Viewpoint: Few advertisers benefit from Super Bowl ads

Source: Business Insider

Go see Volkswagen’s Super Bowl ad, “The Dog Strikes Back,” on YouTube and let me know if you like it. I’m guessing you will.

Yet, it’s hard to imagine exposure during the Super Bowl is worth the cost. The average CPM (cost per 1,000 households) during primetime TV was just over $22 this past year. The CPM for the Super Bowl is over three times that at about $76. If the brand wants to gain exposure to its target audience, there are far cheaper and better targeted alternatives.

So exposure and its associated objective of gaining awareness can’t be the reason for advertising in the Super Bowl.

Brands and agencies representing mass-marketed and frequently consumed products by the majority of Americans might argue their target audiences widely overlap with the 160 million who tune in for at least part of the game. That argument fails first on the facts of CPM. I love Honda’s 2012 Super Bowl ad, but will it succeed?

What percentage of the audience are viable targets? Let’s take car manufacturers like VW and Honda. Americans on average now keep their cars for over 10 years. Let’s suppose maybe even two in 10 is in the market for a new car. That means 80 percent of the audience might even like the ad, but the information is immaterial to them. What we know from research is they won’t much like the ad because they won’t even pay attention. Audiences tune out if product involvement is low.

Look at last year’s least popular ads, and you’ll find automotive leading the way. All of those Super Bowl advertisers are spending $3.5 million for 30 seconds to talk to a fraction of the audience.

The second major issue is a matter of relatedness and context. Does the brand and the advertising fit with the sports/entertainment context of the Super Bowl?

Budweiser, Pepsi and Coke may seem to make sense, as they are a part of the fan experience in many sports venues. The question is do they really gain anything else by being in the Super Bowl, given that they already hit this audience hard and heavy the rest of the year? My studied guess is that brand loyalty among sports fans for these sports advertisers is no better off because of the Super Bowl, since they have already saturated this market.

Here’s what we know about how advertising succeeds in national and international sporting events:

1. The brand advertising must somehow relate to the event. We more easily process information that is congruent or similar. So ads that are entertaining and tie into the sport/event make sense. Last year’s information-based Verizon iPhone 4 announcement and HomeAway ad (both ranked in the bottom 20 percent in USA Today’s Super Bowl Ad Meter) exemplify this failure. What? You don’t remember those? Me neither.

2. The brand must be prominent and familiar. Prominent, well-known brands are already stored in memory and easy to retrieve.

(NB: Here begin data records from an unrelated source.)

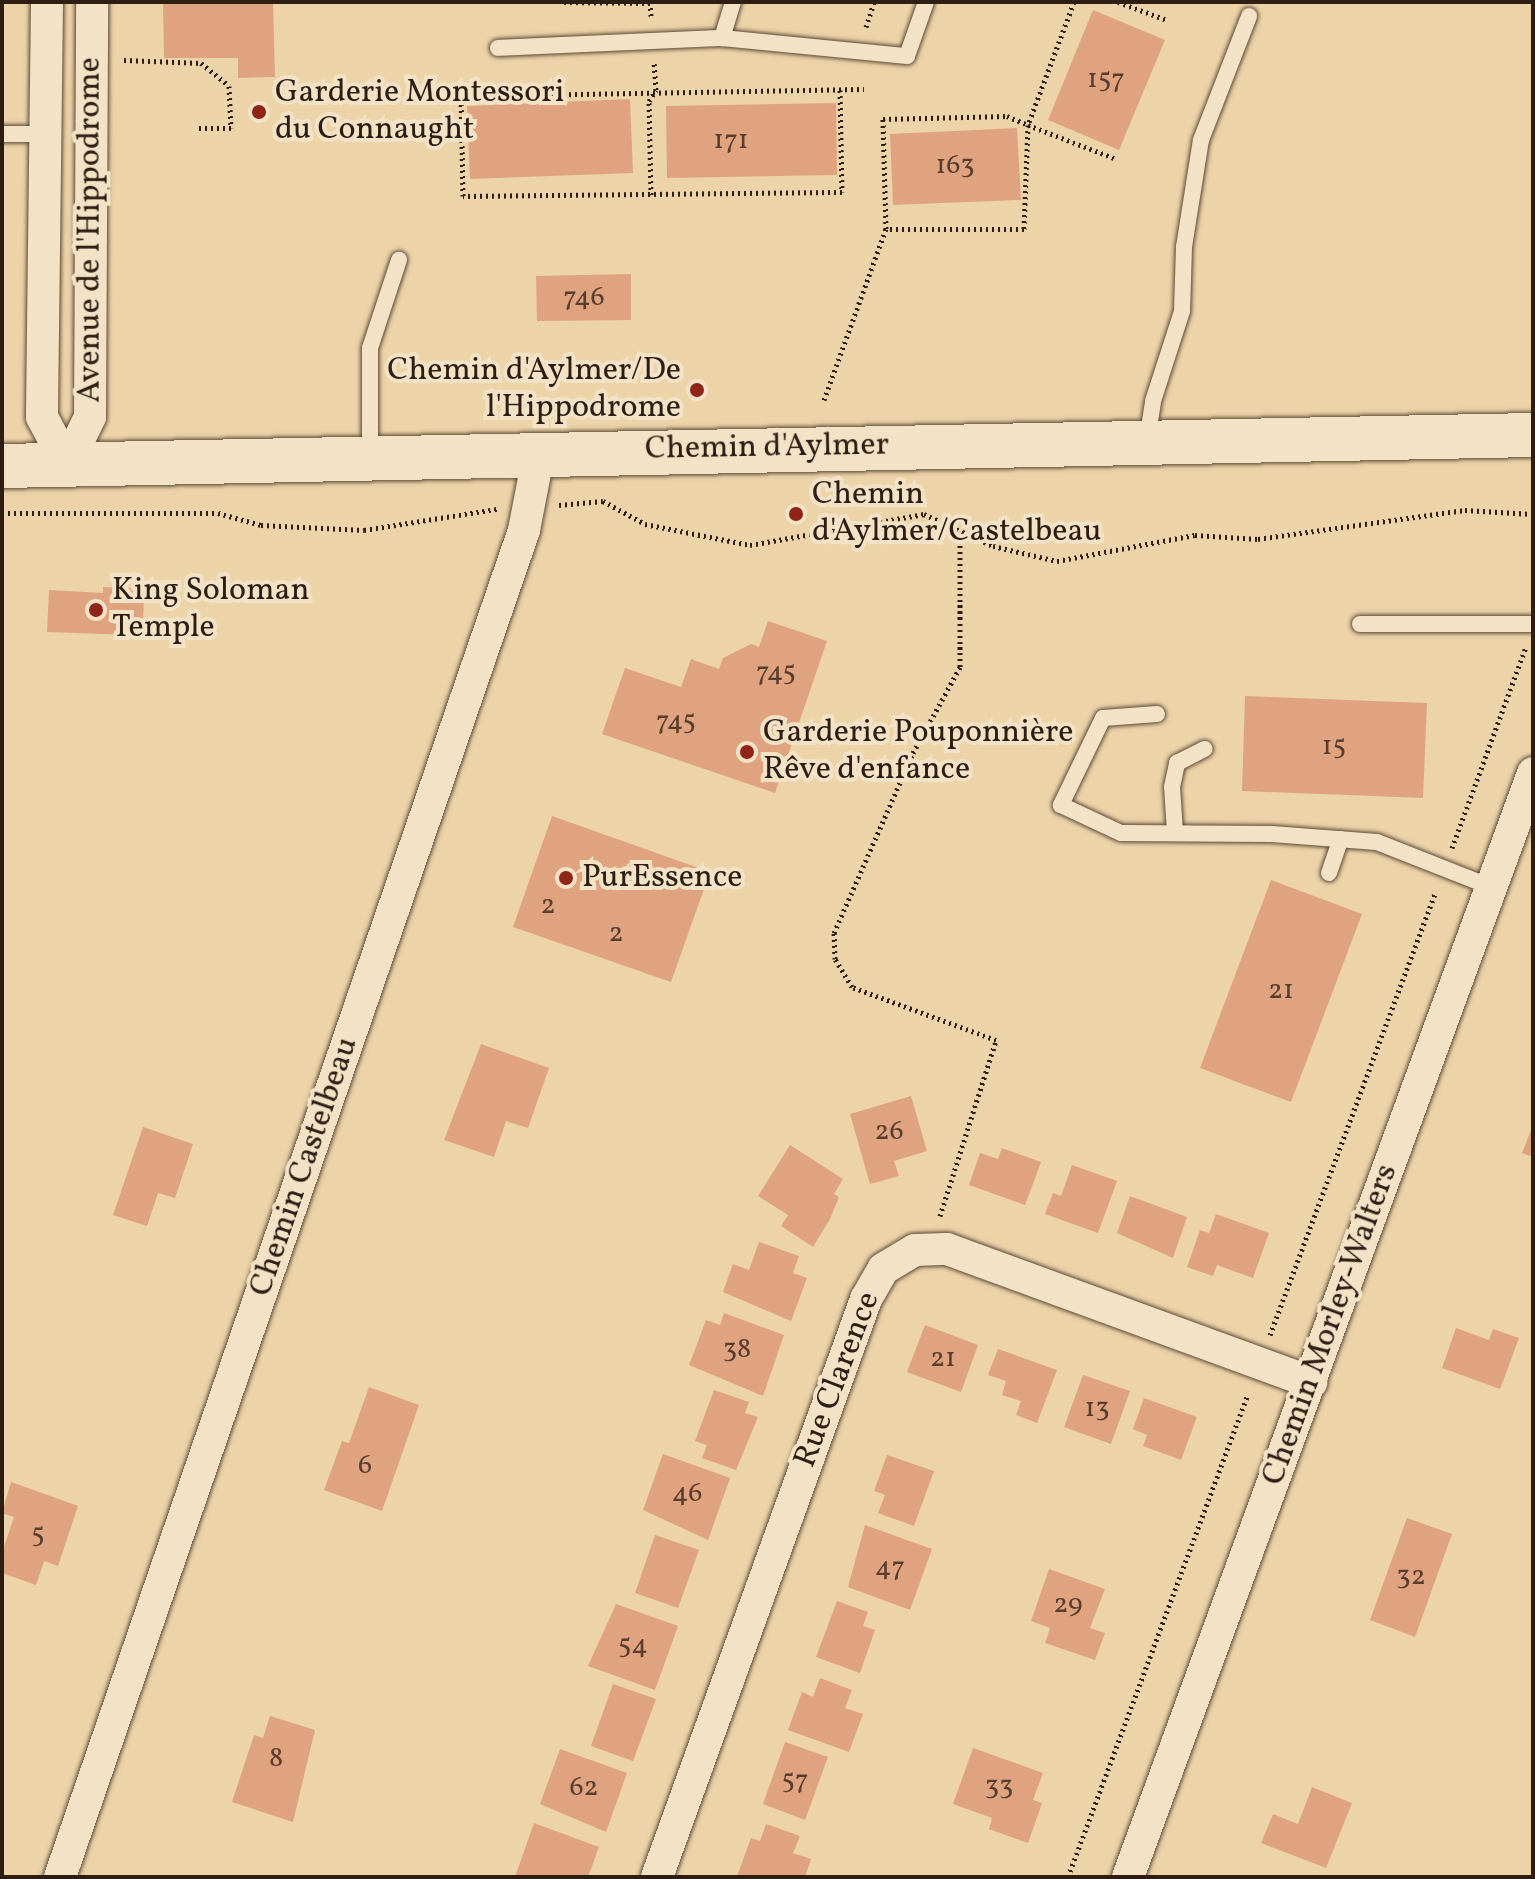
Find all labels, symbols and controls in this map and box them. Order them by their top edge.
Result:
street label: Avenue de l'Hippodrome [72,57,110,403]
house number: 157 [1087,63,1125,97]
place label: Garderie Montessori du Connaught [275,75,564,150]
marker: Garderie Montessori du Connaught [250,103,268,121]
house number: 171 [713,124,749,158]
house number: 163 [935,149,975,183]
house number: 746 [563,281,605,315]
place label: Chemin d'Aylmer/De l'Hippodrome [387,353,681,428]
marker: Chemin d'Aylmer/De l'Hippodrome [688,381,706,399]
street label: Chemin d'Aylmer [645,427,889,469]
place label: Chemin d'Aylmer/Castelbeau [812,477,1101,552]
marker: Chemin d'Aylmer/Castelbeau [787,505,805,523]
place label: King Soloman Temple [112,573,310,648]
marker: King Soloman Temple [87,601,105,619]
house number: 745 [756,656,796,690]
house number: 745 [656,705,696,739]
place label: Garderie Pouponnière Rêve d'enfance [763,715,1074,790]
house number: 15 [1322,730,1346,764]
marker: Garderie Pouponnière Rêve d'enfance [738,743,756,761]
place label: PurEssence [582,859,742,897]
marker: PurEssence [557,869,575,887]
house number: 2 [540,889,556,923]
house number: 2 [608,917,624,951]
house number: 21 [1268,974,1294,1008]
street label: Chemin Castelbeau [243,1032,367,1302]
house number: 26 [874,1115,904,1149]
street label: Chemin Morley-Walters [1255,1159,1407,1491]
street label: Rue Clarence [787,1287,889,1473]
house number: 38 [723,1333,751,1367]
house number: 21 [930,1342,956,1376]
house number: 13 [1084,1392,1110,1426]
house number: 6 [358,1449,372,1483]
house number: 46 [672,1477,702,1511]
house number: 5 [31,1518,45,1552]
house number: 47 [875,1551,905,1585]
house number: 32 [1396,1560,1426,1594]
house number: 29 [1053,1588,1083,1622]
house number: 54 [618,1629,648,1663]
house number: 8 [269,1742,283,1776]
house number: 57 [781,1764,809,1798]
house number: 33 [985,1770,1013,1804]
house number: 62 [569,1771,599,1805]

Unknown brands must be learned and associated within the current mental framework accessible (viz., the Super Bowl) to be recalled. Among official Super Bowl advertisers, creative ads where the product is only tangential to the content will suffer (see last year’s Lipton Brisk ad with the Eminem claymation). In an entertainment environment, we simply won’t work that hard to make the mental connection.

3. The brand must add value to the event. Viewers must believe the event is better off because of the brand. They would miss the brand if it wasn’t there. When fans connect the brand and the event like that, the two share the same mental space. That’s when the fan’s passion for the event transfers to the brand. The Doritos campaign involving fan creations of ads for the Super Bowl achieves this goal.

What brands will fail in the Super Bowl?

The reason to be in the Super Bowl (compared to other media options) is for fan passion to transfer to the brand. This can happen if the brand is related, prominent and adds value to the event. With that in mind, let’s use H&M’s David Beckham ad as a likely failure.

David Beckham has nothing to do with American football. His Q-score (a measure of celebrity popularity) in America is in the neighborhood of 20, which maybe better than Eli Manning (19) or Tom Brady (15) but not anywhere close to Peyton Manning (40) in recent years. H-M, a UK-based department store, is not prominent or familiar to the audience.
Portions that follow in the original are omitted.